Discovering the Higgs Through Highly-Displaced Vertices
Matthew J. Strassler, Kathryn M. Zurek
TL;DR
The paper argues that the Higgs could be discovered through decays to long-lived neutral particles that produce displaced vertices, a scenario plausible in hidden-valley and weakly-coupled scalar models. It analyzes two fundamental-scalar constructions and composite v-hadron scenarios, showing that Higgs branching fractions to these states can be observable (potentially at the percent level) and that lifetimes can yield macroscopic displacements, including multiple displaced vertices per event. It also discusses SUSY generalizations and the conditions needed to keep certain decays long-lived, and it emphasizes the experimental implications for Tevatron and LHC programs, including the potential role of LHCb. Overall, the work broadens Higgs-search strategies beyond conventional channels, arguing for a comprehensive program to trigger on and study displaced-vertex signatures across a wide range of models.
Abstract
We suggest that the Higgs could be discovered at the Tevatron or the LHC (perhaps at the LHCb detector) through decays with one or more substantially displaced vertices from the decay of new neutral particles.
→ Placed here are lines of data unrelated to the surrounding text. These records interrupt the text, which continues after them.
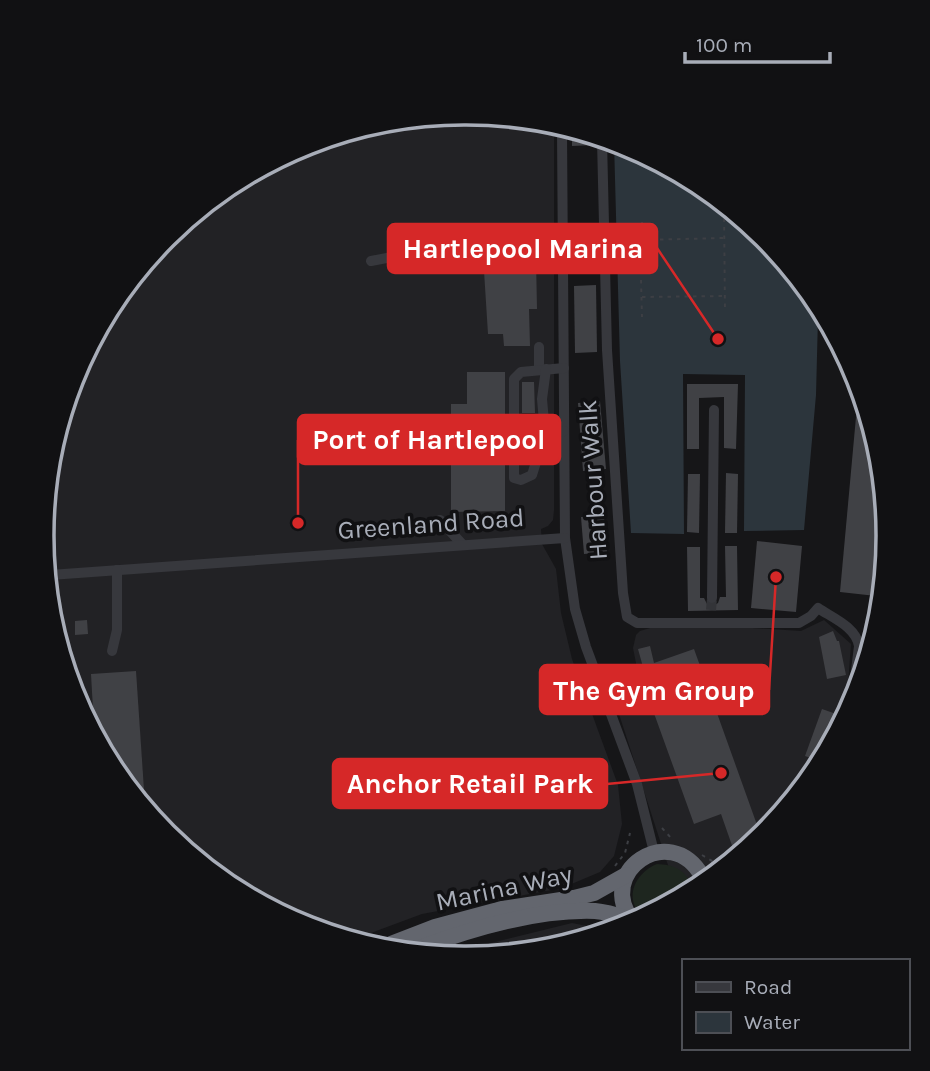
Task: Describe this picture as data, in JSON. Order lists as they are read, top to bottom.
{
  "streets": {
    "highway": ["Marina Way"],
    "street": ["Harbour Walk", "Greenland Road"]
  },
  "places": [
    "Hartlepool Marina",
    "Port of Hartlepool",
    "The Gym Group",
    "Anchor Retail Park"
  ],
  "legend": ["Road", "Water"],
  "scale_bar": "100 m"
}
This signal may occur with a small but measurable branching fraction in the recently-described ``hidden valley'' models, hep-ph/0604261; weakly-coupled models with multiple scalars, including those of hep-ph/0511250, can also provide such signals, potentially with a much larger branching fraction. This decay channel may extend the Higgs mass reach for the Tevatron. Unusual combinations of b jets, lepton pairs and/or missing energy may accompany this signal.